MEHMET MOLLAOSMANOĞLU

Hani olumsuz bir durumla karşılaşınca ‘Burası Patagonya mı?” itirazı gelir ya, Patagonya’yı hayali, masalsı bir ülke sananlar epey çoktur ama öyle değildir, Macellan Boğazı’nın üstündeki Şili ve Arjantin topraklarının adıdır, boğazın altı ise Ateş Toprakları olarak adlandırılır. Daha ötesi artık Antarktika oluyor, belirtmekte fayda var.
‘Burası Patagonya mı,’ 80’li yıllarda dilimize yerleşti. Siyasal ve sosyal dengesizliğin ortaya çıktığı durumlarda her ne kadar şimdilerde ‘muz cumhuriyeti’ yakıştırması tercih ediliyorsa da bu kinayenin atası, ‘Burası Patagonya mı sözüdür. Belki de geçtiğimiz yıllarda Patagonya’nın komşusu sayılabilecek Brezilya’daki halk gösterileri sırasında ülkenin dışişleri bakanının, ‘Burası Türkiye mi?’ sözüyle intikamlarını almışlardır, kim bilir!
Patagonya pek çok yazar için de ilham kaynağı olmuştur. Bu yazıda konusu o coğrafyada geçen üç eserden bahsedeceğim. Ama önce hikâye tadında kendi anımdan bahsedeyim, sonra kitaplar.

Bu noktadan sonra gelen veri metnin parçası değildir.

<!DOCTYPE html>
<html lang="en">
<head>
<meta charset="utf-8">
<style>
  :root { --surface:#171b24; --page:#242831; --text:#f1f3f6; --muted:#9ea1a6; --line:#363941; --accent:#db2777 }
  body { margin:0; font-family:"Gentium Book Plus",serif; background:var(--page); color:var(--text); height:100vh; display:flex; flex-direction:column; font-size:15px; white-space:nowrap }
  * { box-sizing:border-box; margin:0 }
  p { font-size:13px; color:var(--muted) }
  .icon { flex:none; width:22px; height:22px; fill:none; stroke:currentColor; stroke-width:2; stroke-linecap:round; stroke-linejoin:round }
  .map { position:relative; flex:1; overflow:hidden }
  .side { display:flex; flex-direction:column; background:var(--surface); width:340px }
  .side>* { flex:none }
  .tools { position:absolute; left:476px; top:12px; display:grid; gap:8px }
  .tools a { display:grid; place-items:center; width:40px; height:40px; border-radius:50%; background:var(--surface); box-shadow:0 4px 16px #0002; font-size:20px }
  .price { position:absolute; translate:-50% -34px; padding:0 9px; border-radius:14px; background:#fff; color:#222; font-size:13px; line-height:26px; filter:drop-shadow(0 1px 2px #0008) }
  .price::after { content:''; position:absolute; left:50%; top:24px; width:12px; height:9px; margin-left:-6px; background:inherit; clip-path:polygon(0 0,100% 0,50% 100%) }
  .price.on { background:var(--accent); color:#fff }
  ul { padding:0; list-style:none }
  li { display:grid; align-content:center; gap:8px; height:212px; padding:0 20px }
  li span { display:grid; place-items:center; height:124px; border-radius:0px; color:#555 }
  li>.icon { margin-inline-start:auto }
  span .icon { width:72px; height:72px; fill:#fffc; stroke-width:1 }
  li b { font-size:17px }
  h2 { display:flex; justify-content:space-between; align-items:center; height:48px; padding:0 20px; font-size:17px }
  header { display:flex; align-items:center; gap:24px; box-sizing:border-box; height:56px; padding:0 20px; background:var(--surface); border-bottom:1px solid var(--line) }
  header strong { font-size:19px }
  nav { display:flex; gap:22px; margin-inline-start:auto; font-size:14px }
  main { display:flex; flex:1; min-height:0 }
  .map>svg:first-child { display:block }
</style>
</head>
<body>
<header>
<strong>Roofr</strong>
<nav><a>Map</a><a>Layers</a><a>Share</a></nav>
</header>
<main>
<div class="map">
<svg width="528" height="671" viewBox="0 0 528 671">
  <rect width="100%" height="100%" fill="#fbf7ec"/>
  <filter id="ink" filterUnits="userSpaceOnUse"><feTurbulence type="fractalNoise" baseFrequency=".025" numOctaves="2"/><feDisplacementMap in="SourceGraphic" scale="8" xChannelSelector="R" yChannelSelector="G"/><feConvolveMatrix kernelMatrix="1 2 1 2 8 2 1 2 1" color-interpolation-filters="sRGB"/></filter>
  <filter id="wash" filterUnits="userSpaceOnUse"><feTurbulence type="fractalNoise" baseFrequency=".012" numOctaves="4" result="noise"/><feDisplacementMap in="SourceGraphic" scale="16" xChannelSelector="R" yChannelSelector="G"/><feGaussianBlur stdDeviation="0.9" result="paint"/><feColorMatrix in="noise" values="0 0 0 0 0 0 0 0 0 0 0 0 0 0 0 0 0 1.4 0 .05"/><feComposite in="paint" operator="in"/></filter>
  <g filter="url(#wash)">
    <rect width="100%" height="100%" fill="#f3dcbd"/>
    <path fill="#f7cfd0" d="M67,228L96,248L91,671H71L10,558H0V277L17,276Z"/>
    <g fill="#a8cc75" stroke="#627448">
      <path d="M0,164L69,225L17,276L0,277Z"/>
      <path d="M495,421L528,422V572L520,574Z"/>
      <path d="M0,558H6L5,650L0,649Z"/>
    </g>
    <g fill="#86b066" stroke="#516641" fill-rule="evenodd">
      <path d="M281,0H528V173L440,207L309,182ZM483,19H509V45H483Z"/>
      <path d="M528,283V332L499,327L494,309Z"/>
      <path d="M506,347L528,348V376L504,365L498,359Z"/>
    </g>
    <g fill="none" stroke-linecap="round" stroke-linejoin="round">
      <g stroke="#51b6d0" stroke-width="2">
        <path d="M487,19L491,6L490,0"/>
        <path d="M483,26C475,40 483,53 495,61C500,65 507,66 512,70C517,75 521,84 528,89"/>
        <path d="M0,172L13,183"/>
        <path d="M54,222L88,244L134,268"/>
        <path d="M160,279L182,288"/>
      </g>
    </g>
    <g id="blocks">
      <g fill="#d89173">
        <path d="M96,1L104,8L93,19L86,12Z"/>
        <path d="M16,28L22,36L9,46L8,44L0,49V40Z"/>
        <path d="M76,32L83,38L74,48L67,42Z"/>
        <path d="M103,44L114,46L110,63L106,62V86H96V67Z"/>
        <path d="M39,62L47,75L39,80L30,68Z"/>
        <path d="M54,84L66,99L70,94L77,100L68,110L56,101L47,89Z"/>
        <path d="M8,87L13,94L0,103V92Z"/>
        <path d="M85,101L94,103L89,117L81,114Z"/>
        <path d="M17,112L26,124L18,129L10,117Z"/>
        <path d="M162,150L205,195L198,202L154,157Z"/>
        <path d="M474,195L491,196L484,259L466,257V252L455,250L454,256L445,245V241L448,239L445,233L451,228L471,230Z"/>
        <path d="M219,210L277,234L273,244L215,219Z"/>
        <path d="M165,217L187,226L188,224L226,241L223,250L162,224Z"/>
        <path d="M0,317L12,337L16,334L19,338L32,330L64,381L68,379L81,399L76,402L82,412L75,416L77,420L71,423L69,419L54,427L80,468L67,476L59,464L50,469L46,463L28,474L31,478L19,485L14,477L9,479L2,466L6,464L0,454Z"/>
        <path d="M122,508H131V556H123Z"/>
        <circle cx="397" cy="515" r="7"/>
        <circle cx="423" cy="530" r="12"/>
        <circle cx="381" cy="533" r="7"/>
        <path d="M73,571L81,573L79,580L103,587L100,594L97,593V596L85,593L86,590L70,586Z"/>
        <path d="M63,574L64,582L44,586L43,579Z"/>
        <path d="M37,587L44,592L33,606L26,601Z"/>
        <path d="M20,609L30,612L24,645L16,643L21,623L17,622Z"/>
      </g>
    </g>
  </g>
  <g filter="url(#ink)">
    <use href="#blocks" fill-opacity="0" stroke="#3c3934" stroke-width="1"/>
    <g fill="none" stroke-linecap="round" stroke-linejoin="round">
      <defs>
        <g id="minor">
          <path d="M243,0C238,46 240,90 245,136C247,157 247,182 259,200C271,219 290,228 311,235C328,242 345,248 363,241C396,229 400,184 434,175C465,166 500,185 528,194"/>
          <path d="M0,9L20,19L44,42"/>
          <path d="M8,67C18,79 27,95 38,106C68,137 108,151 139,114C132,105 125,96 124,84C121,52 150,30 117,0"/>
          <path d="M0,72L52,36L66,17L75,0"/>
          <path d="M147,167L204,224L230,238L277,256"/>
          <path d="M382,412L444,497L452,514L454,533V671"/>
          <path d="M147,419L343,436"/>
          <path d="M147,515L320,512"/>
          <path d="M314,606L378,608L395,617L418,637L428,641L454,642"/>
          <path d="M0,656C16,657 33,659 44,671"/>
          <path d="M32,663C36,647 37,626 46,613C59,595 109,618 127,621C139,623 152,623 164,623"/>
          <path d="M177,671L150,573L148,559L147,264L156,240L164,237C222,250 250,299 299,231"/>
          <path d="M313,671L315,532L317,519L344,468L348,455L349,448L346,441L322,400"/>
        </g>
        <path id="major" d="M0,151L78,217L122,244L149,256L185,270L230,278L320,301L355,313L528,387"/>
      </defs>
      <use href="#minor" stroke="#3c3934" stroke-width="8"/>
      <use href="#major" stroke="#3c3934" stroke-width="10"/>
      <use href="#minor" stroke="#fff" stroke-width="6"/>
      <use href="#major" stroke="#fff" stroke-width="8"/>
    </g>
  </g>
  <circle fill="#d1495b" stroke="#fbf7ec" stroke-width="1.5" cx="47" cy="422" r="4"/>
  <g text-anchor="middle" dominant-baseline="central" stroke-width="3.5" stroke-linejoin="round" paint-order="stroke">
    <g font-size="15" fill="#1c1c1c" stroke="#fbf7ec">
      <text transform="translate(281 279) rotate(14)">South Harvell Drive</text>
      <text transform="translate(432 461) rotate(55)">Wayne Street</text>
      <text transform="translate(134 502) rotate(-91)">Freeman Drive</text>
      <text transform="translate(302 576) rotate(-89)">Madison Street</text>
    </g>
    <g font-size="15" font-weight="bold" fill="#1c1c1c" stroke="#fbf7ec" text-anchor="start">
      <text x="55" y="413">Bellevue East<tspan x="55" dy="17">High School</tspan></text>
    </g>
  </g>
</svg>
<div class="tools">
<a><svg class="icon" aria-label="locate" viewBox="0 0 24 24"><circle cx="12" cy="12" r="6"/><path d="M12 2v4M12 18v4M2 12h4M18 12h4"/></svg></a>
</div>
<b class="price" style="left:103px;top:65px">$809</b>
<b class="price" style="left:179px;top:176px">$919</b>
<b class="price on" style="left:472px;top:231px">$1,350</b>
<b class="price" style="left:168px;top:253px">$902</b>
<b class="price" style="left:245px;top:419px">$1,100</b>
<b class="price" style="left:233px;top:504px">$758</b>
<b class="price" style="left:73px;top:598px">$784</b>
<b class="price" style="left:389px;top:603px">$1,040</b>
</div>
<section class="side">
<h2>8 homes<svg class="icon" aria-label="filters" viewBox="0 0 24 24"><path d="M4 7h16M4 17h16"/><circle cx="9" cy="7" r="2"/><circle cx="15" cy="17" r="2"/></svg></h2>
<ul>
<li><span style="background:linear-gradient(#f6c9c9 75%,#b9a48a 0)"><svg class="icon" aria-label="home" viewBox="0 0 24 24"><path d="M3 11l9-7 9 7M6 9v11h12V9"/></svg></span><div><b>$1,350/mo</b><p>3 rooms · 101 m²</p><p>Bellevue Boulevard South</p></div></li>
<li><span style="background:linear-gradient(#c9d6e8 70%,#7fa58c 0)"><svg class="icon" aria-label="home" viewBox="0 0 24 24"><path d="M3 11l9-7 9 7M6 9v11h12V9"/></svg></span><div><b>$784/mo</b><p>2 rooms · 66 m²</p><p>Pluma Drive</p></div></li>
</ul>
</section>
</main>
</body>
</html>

2017’de Şili Patagonya’sına gitmek için başkent Santiago’dan Punta Arenas’a uçmuştum, bu kent Macellan Boğazı’nın Patagonya tarafında yüz küsur bin nüfuslu bir yerleşim alanı. Macellan Boğazı’nın rüzgârı meşhur, Şubat ayıydı ve G. Amerika yazı olmasına rağmen çok soğuk ve nemliydi. Birkaç günü P. Arenas’da geçirdikten sonra 250 km. daha kuzeyde, fiyortların arasındaki yirmi bin nüfuslu Puerto Natales adlı kasabaya otobüsle gittim. Burası buzulların ve karlı zirvelerin arasında olmasına rağmen güneyde kalan P. Arenas’dan daha sıcak. Koskoca Şili Patagonyası’nda başka yerleşim yeri yok zaten, keza bölgenin çoğunluğunu ‘buz tarlaları’ adı verilen And Dağlarının güneyi kaplıyor.
Puerto Natales’de ikinci günüm, küçük hoş bir kasaba, denizin ötesindeki karlı dağ çıkıntıları etkileyici. O sabah otelin açık büfe kahvaltısını pek mükemmel bulmasam da umursamadım, kasabayı gezecek, sahile inecek, öğlen saat birde de balina ve buzul turuna katılacağım, onun heyecanı var. Tura katılmadan önce öğlen yemeği için balık lokantası planladım. Resepsiyondaki kızın tarifiyle bir yer buldum. Epey büyük hangar gibi bir deryaydı, içeride turist grupları vardı. Masanın birine oturdum fakat kırk elli kişiye sadece bir garsonun hizmet ediyor olması biraz garipti. 5-10-20 dakika geçti, masama uğrayan yok, garsona işaret ettim durum değişmedi. Bir 20 dakika daha ve ben oturduğum yerde bir bibloya dönüşmeden balıktan vazgeçme hesapları yapar oldum, tur kaçacak yoksa. Son bir umutla garsona seslendim, o da uzaktan öylesine bir boş bakış attı, bu lakayt tarzıyla iyice zıvanadan çıktım ve diğer turistlere aldırmadan yapılanın saygısızlık ve ayıp olduğunu, bir saate yakındır sandalyede kazık gibi oturduğumu bağıra çağıra dile getirdim, ardından hışımla çıkıp gittim. Bunu yapmasam kendimi zavallı ve ezik hissedecektim çünkü.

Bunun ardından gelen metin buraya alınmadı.